Key Design

Semantic Video Search

Search video content using natural language. Upload any video format, and the system automatically transcodes, segments, embeds, and indexes it for semantic search.

Architecture

Upload (.mp4, any codec)
   ↓
BSS → S3 staging
   ↓
Lambda: detect codec → transcode if needed → 2s HLS chunks
   ↓  chunks/{hash}.ts in S3
   
dreamlake vectorize
   ↓
CLI dispatches chunk jobs → Zaku queue (Redis)
   ↓
GPU Worker(s):
  download chunk → ffmpeg frame → CLIP ViT-L/14 (768d)
  LLaVA 13B → caption → CLIP text embed
   ↓
Worker writes directly to Qdrant
   ↓
 
GET /semantic-search?q=robot+arm+cup
   ↓
dreamlake-server: CLIP text embed → Qdrant nearest neighbor
   ↓
Return matched 2s clips with playback URLs

Pipeline Steps

1. Upload

Any video format (H.264, AV1, VP9, etc.) is accepted. The CLI auto-detects the type and uploads via multipart to S3.

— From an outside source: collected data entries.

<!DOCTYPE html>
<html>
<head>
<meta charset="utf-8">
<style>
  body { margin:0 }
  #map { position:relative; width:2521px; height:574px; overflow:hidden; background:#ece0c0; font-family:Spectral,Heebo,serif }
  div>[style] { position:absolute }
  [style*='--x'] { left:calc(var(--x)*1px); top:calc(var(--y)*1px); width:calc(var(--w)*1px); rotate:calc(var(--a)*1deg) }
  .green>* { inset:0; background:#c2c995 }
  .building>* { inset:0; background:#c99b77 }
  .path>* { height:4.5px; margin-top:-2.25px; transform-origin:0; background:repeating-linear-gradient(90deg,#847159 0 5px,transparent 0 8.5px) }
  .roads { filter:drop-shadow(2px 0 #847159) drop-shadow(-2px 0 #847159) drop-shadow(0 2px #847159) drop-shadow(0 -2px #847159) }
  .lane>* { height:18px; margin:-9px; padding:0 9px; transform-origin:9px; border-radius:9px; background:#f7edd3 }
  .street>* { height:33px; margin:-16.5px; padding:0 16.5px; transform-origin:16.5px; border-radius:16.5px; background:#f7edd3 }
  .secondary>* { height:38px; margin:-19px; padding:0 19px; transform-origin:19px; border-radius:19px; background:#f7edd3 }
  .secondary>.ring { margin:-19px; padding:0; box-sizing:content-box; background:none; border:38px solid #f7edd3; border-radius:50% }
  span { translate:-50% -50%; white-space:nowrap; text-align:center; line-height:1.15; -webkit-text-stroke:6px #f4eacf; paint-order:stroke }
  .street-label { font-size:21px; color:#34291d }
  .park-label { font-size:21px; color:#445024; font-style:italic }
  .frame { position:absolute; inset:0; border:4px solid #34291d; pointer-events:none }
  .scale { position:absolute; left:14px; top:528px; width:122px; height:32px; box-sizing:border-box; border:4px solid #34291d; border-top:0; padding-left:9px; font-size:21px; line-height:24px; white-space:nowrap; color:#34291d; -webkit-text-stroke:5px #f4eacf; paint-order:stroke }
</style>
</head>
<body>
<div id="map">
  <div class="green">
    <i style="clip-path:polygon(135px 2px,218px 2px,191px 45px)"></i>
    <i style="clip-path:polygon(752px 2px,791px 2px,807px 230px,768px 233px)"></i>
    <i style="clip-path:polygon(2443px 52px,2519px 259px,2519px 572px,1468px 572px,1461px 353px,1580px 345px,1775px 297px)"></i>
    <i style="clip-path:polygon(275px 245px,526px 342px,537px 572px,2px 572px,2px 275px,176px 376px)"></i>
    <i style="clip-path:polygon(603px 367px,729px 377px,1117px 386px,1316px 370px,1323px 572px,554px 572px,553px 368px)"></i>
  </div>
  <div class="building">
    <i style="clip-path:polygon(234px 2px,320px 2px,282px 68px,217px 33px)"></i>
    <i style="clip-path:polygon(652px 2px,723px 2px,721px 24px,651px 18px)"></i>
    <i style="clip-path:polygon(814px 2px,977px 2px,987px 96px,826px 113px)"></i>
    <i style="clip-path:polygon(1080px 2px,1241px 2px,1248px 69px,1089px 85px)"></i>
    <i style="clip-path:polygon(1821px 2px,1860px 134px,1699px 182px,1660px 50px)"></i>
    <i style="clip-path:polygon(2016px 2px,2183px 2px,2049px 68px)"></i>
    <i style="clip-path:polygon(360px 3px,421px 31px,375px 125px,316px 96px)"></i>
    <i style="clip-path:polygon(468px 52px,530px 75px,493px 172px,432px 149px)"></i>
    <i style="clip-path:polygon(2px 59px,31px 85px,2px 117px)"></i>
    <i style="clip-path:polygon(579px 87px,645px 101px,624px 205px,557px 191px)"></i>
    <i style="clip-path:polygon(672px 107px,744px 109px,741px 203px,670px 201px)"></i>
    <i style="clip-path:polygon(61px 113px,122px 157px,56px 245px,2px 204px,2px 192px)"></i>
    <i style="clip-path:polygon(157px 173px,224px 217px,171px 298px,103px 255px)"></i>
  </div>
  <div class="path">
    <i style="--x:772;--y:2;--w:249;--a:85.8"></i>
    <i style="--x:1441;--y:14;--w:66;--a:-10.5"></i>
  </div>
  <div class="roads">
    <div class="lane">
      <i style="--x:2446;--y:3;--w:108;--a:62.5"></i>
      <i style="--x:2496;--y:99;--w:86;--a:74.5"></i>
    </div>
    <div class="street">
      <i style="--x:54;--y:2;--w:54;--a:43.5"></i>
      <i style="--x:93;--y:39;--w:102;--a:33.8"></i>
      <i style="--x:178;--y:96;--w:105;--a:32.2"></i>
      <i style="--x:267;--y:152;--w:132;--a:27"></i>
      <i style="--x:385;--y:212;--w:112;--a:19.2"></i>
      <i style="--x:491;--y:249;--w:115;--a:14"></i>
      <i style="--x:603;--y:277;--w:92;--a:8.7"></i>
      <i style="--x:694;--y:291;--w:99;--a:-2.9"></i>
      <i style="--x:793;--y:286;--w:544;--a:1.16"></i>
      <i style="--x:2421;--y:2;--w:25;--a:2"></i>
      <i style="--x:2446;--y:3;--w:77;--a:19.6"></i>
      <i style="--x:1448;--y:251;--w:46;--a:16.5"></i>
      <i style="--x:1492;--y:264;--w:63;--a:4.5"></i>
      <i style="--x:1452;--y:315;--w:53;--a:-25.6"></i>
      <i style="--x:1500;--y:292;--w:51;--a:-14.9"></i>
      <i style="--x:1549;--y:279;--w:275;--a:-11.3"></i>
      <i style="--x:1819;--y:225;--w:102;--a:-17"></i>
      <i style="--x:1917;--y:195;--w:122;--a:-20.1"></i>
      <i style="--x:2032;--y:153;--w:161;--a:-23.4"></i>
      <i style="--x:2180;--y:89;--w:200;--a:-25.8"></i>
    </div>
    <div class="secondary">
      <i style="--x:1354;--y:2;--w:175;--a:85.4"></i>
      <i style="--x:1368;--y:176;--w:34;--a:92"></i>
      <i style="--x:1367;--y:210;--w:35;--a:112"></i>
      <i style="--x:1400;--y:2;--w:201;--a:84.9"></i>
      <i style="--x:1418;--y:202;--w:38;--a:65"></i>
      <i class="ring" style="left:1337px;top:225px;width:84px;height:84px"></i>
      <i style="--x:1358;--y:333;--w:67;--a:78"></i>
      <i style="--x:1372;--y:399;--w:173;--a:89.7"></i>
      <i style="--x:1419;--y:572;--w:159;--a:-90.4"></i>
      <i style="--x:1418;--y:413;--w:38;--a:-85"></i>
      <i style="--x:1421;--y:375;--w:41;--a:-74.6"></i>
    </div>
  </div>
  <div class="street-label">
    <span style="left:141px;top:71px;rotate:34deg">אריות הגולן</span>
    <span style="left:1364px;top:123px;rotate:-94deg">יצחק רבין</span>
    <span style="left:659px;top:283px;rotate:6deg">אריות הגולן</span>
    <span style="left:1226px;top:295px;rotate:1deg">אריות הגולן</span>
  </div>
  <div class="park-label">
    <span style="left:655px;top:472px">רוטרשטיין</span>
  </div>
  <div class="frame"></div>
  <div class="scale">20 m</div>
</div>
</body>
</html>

dreamlake upload ./video.mp4 --episode robotics@alice:run-042 --to /camera/front

2. HLS Splitting (Lambda)

The Lambda function automatically:

Probes the video codec
If MPEG-TS compatible (H.264, HEVC): stream-copies into 2s .ts chunks
If not (AV1, VP9, etc.): transcodes to H.264 with keyframes every 2s, then splits
Uploads chunks to S3 at chunks/{hash}.ts (content-addressed, deduplicated)
Creates m3u8 playlist

Each 2s chunk = one atomic unit for vectorization and search.

3. Vectorize

Two modes:

Direct mode — sequential, no infrastructure needed:

dreamlake vectorize --episode robotics@alice:run-042

Distributed mode — parallel via Zaku task queue:

dreamlake vectorize --episode robotics@alice:run-042 --zaku-url http://localhost:9000

Scoping:

Flag	Scope
`--episode`	All videos in one episode
`--collection`	All episodes in a collection
`--dataset`	All collections in a dataset

Per chunk, the worker:

Downloads the 2s .ts chunk from S3
Extracts the middle frame via ffmpeg
Runs CLIP ViT-L/14 → 768-dimensional image embedding
Runs LLaVA 13B → natural language caption → CLIP text embedding
Writes the point directly to Qdrant

4. Search

Natural language queries against the Qdrant vector database:

GET /namespaces/:ns/projects/:space/semantic-search?q=robot+picking+up+cup

Query parameters:

Param	Description
`q`	Natural language search text (required)
`episode`	Scope to episode name
`collection`	Scope to collection name
`dataset`	Scope to dataset name
`limit`	Max results (default 10, max 50)
`using`	Vector type: `image` (default) or `caption`

Response:

{
  "query": "robot picking up cup",
  "results": [
    {
      "score": 0.211,
      "videoId": "69e5e727...",
      "episodeName": "run-042",
      "chunkHash": "a3f8b2c1...",
      "chunkIndex": 26,
      "timeStart": 52,
      "timeEnd": 54,
      "caption": "A robotic arm reaches toward a red cup...",
      "playUrl": "https://s3.../chunks/a3f8b2c1.ts"
    }
  ],
  "total": 10,
  "using": "image"
}

5. Playback

Each result includes a playUrl pointing to the 2s .ts chunk in S3. Playable directly in a browser:

<video src="https://s3.../chunks/a3f8b2c1.ts" controls></video>

Or seek to the matched time in the full video using videoId + timeStart.

Vector Storage

All vectors and metadata stored in Qdrant (not MongoDB):

Field	Description
`image` vector (768d)	CLIP ViT-L/14 image embedding
`caption` vector (768d)	CLIP text embedding of LLaVA caption
`videoId`	BSS video ID
`episodeId`	DreamLake episode ID
`projectId`	Namespace/space slug
`chunkHash`	S3 chunk key
`chunkIndex`	Position in m3u8 playlist
`timeStart` / `timeEnd`	Time range in seconds
`caption`	LLaVA-generated description

Distributed Processing (Zaku)

When --zaku-url is provided, the CLI dispatches all chunk jobs to a Zaku task queue instead of processing sequentially.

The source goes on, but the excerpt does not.